Petros Touloudis: Considering Time as a principal agent for the artist's life, regarding how one prepares for production, is quite paradoxical. Engaging with Time in a non-instrumental way (coming together, hanging out, exchanging etc.) can potentially distract from production. Although that seems to be almost the only essential and effective mode of practice, in which reflection is inseparable from it. In that way, making is thinking, and learning occurs at the very spot of the activity. Somehow the program we run on the island is willing to initiate the potentials for the contexts one encounters for their work, by building networks of solidarity and sociality that enable art production in a form of investigation, that do not necessarily demand results.

Apart from the necessary material conditions and institutional circumstances, that require a great deal of energy (as space matters, resources, attention to the practical issues to support artistic creation etc.), intellectual ambience and the social matrix, encourage the artistic praxis and inquiry to emerge.

GK: Speaking of time, sculpting, and giving form at the Cycladic Island of Tinos, we are speaking directly to local tradition of marble carving. It cannot simply serve as a backdrop but as the center-stage, that brings forth the exercise you have been putting to the test. Over the phone you mentioned ‘reflective time’, how is it experienced and exercised at the Tinos Quarry Platform?

 

PT: Community-engaged art projects emphasize issues on problem-solving through culture, rather than on the purity of mediums. Nevertheless, the abundance of marble on the island, caused the art on Tinos to emerge and evolve, as tradition, from a long time ago. As an archetypical material, the marble and its journey, from the site of extraction, the earth, to its transformation into an artefact, served the project's name initial idea of the Tinos Quarry Platform. Hence in the quarries, where the extraction occurs, the artist blends with the environment. Both, material and artist, become mediums while they speak their stories. And finally, the community and the environment, merge through them. As a Zen Buddhist said, "The history of humanity is overrated. There is no human concept anywhere: there are no humans; there is only nature."

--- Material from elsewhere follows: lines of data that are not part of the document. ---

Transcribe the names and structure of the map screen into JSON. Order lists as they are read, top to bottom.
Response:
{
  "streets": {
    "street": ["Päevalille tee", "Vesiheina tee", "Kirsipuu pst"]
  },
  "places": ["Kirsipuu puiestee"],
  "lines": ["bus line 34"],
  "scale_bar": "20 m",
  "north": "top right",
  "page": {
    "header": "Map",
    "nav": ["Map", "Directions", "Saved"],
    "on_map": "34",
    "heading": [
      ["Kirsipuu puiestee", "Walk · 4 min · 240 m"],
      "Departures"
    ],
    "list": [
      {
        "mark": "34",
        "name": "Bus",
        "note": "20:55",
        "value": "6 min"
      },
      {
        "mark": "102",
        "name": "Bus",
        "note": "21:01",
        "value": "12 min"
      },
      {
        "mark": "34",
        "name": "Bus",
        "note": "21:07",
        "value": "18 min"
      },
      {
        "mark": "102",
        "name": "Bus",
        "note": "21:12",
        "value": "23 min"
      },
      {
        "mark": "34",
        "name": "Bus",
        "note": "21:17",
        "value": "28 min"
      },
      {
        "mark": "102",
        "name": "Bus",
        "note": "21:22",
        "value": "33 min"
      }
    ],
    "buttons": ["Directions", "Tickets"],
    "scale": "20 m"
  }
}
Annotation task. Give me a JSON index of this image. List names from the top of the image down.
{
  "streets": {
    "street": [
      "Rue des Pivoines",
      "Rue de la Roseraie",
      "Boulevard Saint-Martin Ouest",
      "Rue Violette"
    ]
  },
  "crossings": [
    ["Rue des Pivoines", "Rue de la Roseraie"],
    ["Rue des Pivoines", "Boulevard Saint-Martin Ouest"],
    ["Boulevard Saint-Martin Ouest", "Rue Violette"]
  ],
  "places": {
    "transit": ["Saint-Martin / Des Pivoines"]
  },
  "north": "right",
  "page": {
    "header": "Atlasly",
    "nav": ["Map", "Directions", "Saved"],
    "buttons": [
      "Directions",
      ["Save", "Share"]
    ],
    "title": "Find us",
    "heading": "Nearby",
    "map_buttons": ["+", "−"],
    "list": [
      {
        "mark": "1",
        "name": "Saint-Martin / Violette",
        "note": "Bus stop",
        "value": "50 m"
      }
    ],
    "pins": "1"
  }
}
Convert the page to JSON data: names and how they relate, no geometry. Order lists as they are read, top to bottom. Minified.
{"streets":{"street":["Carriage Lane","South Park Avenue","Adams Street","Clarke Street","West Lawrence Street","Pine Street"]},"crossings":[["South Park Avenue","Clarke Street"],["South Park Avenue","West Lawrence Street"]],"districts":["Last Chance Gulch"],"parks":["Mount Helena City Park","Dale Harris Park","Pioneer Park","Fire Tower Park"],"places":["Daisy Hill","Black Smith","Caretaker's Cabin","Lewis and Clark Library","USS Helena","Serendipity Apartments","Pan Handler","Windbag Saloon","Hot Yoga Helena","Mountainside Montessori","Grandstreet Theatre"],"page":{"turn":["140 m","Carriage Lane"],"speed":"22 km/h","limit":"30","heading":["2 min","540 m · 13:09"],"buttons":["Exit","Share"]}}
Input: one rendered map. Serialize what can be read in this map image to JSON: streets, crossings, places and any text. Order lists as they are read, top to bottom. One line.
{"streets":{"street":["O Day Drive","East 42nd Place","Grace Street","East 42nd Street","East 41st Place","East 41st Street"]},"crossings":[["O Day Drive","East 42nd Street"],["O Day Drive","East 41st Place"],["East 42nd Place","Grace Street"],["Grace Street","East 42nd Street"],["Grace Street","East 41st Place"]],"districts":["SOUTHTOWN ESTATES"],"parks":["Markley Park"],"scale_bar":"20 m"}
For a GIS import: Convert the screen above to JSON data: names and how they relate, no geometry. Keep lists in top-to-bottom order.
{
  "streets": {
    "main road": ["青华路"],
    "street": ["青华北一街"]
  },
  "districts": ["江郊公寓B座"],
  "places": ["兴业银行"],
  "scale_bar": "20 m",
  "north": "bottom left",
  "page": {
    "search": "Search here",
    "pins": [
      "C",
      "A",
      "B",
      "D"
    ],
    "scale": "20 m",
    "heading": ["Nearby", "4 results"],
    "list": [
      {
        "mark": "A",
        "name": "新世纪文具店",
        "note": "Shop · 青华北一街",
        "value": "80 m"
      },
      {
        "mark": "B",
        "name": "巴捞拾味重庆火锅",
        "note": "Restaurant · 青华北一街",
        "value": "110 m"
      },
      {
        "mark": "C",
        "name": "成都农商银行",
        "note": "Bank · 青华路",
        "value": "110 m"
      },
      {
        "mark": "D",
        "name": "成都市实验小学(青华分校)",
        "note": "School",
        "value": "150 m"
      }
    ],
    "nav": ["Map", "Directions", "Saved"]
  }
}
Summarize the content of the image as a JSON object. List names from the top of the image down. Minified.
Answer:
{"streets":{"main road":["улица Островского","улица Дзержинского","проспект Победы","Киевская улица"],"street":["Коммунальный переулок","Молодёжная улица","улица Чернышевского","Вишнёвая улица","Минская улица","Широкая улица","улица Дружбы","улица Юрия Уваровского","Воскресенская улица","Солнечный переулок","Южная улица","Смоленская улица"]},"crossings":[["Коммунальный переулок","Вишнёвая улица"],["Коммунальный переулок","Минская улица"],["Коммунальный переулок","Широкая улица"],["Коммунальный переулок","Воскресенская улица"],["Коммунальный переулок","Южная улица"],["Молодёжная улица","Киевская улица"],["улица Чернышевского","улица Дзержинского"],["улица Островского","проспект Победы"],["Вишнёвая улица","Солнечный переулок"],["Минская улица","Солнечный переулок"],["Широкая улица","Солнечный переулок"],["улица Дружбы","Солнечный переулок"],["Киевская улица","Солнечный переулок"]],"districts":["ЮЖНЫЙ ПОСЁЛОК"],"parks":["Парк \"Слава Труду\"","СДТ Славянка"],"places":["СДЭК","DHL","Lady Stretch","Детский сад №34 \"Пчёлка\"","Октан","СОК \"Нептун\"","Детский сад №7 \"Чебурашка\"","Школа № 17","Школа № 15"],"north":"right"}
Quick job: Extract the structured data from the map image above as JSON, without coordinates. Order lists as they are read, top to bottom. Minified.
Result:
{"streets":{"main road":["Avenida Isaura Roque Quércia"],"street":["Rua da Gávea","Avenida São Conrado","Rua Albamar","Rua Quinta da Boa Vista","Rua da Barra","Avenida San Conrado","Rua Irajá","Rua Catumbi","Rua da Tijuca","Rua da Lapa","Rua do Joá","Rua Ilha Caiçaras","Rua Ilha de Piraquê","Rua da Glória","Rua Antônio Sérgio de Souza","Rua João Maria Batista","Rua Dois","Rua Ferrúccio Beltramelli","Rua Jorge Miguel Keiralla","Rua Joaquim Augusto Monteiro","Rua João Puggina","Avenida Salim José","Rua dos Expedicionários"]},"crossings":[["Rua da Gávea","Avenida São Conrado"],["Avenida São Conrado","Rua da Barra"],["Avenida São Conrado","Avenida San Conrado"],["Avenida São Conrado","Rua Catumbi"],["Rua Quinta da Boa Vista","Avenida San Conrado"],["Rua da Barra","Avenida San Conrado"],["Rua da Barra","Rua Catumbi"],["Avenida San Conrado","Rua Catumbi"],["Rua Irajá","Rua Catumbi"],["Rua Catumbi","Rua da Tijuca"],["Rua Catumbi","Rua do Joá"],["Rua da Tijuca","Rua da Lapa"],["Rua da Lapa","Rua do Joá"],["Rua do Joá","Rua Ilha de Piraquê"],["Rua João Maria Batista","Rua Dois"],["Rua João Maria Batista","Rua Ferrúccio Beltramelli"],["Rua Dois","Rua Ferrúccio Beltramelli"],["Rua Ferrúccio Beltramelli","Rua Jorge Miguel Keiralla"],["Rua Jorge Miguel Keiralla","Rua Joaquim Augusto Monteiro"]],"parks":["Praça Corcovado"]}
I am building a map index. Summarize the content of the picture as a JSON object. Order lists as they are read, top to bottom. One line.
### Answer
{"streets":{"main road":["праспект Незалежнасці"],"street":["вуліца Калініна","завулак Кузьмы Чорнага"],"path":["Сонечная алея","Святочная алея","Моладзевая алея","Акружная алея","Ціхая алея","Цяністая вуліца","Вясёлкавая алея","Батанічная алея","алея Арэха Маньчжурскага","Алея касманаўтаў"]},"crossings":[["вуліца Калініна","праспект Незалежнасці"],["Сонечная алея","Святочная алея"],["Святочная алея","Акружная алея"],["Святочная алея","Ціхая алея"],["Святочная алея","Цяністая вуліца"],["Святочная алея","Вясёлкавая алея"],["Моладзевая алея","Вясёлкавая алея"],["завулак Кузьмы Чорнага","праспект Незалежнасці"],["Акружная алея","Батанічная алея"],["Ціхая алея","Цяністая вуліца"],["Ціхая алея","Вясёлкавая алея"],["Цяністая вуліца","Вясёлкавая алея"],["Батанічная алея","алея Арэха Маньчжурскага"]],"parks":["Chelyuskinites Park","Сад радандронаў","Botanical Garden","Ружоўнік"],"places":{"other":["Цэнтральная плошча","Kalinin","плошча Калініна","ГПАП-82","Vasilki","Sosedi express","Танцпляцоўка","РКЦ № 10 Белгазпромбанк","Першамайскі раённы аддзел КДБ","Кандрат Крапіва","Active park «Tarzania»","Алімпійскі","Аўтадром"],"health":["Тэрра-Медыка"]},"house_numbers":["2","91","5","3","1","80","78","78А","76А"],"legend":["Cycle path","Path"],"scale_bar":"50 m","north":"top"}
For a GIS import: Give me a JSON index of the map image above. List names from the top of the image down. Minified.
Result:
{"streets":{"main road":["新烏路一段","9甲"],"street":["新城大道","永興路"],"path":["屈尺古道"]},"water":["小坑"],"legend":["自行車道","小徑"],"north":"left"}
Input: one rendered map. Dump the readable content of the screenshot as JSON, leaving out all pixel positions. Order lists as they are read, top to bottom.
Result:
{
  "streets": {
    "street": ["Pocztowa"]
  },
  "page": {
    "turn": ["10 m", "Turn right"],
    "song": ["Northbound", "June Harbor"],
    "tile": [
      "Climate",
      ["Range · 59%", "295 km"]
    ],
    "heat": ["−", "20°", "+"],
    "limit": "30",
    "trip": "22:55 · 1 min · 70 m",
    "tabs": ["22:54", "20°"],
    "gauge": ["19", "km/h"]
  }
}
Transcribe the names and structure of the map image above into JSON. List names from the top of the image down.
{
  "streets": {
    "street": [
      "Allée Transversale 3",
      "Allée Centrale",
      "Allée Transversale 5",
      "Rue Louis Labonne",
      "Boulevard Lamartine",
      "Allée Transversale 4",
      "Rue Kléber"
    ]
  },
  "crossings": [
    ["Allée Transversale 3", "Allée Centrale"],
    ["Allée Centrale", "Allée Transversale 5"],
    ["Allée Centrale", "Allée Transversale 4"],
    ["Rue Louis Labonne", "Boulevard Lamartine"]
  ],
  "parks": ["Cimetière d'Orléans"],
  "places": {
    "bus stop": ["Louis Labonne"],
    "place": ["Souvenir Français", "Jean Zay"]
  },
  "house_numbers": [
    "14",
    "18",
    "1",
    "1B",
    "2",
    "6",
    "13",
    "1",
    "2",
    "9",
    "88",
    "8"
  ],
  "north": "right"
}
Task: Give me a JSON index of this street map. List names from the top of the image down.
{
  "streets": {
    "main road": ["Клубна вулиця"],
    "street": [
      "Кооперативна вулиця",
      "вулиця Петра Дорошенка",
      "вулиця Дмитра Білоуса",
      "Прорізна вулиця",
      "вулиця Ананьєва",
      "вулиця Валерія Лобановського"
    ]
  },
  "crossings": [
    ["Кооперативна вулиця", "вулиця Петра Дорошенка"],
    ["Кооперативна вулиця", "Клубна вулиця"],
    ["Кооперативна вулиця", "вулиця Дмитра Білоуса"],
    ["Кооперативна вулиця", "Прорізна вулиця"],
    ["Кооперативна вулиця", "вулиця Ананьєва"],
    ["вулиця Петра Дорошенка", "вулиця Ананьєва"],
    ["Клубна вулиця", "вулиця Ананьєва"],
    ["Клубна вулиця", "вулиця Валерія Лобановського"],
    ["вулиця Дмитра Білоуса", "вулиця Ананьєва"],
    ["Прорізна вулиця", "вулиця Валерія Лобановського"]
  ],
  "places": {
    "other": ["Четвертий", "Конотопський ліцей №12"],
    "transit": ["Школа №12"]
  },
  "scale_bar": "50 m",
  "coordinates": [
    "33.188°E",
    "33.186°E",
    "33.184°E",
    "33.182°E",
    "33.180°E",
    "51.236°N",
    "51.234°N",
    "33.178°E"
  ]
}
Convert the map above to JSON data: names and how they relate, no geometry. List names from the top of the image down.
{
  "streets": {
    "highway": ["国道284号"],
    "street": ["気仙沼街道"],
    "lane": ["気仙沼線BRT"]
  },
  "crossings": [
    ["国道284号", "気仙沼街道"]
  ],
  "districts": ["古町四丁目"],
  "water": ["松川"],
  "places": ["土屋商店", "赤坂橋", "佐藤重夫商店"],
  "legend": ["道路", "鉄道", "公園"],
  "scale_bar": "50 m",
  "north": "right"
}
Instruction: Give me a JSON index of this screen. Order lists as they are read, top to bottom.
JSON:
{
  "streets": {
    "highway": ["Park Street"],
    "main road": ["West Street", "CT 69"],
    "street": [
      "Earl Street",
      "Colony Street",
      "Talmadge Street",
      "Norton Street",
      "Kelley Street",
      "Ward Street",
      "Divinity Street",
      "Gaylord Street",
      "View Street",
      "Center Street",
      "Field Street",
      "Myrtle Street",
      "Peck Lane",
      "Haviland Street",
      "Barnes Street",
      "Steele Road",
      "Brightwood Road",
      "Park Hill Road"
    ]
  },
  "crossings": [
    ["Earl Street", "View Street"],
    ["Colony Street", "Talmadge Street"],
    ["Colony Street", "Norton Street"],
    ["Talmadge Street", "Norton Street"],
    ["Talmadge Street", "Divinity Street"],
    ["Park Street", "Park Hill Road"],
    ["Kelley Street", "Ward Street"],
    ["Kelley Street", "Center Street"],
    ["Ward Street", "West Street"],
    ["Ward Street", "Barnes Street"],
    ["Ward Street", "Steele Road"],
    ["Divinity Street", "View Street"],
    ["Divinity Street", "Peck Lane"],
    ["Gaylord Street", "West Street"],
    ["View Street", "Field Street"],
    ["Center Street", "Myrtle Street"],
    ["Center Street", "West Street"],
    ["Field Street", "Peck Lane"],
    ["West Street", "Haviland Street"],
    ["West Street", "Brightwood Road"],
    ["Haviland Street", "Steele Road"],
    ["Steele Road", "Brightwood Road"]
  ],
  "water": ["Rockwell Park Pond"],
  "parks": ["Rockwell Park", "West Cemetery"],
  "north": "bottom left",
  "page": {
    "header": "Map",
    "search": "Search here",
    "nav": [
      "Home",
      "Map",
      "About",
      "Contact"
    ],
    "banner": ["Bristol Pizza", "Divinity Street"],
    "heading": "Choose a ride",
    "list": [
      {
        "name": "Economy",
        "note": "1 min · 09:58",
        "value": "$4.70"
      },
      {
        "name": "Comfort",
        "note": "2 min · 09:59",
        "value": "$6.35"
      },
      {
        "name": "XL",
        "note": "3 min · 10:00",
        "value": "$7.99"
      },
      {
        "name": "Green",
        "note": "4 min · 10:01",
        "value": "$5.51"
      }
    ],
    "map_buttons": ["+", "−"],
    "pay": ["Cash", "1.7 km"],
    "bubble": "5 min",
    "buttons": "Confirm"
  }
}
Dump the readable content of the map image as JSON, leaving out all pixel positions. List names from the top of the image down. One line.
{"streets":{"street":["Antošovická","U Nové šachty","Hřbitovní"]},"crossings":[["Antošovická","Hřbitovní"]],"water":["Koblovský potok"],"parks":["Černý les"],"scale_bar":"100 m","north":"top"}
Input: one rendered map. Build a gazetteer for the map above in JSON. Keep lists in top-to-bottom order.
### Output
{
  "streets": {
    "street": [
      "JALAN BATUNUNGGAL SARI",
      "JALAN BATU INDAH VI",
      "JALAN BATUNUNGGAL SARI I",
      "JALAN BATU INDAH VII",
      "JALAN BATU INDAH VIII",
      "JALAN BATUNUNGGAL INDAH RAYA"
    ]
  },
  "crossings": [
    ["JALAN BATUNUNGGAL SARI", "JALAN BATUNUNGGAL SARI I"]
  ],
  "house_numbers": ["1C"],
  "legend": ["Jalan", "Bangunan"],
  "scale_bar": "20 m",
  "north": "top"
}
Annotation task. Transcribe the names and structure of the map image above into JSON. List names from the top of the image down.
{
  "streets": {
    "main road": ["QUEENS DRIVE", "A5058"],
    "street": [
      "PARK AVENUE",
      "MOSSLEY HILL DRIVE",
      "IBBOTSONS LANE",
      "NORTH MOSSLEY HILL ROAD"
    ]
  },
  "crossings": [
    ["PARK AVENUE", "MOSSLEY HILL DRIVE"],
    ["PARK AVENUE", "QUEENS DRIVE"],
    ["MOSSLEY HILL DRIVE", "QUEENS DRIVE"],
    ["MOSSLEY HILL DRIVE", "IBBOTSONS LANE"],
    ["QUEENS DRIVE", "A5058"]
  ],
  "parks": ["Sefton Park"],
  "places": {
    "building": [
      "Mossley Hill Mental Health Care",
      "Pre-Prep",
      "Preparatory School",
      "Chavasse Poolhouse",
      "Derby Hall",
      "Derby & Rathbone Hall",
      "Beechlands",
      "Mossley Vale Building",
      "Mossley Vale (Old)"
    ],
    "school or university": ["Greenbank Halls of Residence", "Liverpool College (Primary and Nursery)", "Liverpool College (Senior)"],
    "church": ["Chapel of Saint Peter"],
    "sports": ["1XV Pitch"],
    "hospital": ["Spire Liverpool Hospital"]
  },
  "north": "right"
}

GK: I admire the tenacity behind such endeavors because they allow for lived experiences to manifest, for learnings to occur, enable bond-forming among peers and allow artists to grow and/or even change. How does one sustain the momentum? What kind of ecosystem in a broader sense is needed for the longevity of your program to be secured?

 

PT: As an artist, sometimes, I feel that there is no urgency to make more art. We are already surrounded by infinite images and objects and a significant amount of noise. Though by realizing or better learning within a social context, help artists to liberate from the modernist anxiety, concerning originality, avoiding to turning art into a spectacle for a celebrity culture. In the end, what matters is not the scale or impact, but the willingness to be open to all the possibilities. The love for the strangers is keeping us motivated enough to continue to create those ephemeral communities, by exploring systems and stimuli, with them, for everyone, hoping that in turn critical thinking tools will be provided for all, in the societies to uphold a creative democracy. I cannot know how long we can keep on doing that experiment. Nevertheless, for the time being, we are open to new forms and challenges, testing new ideas or letting also things fall by their weight.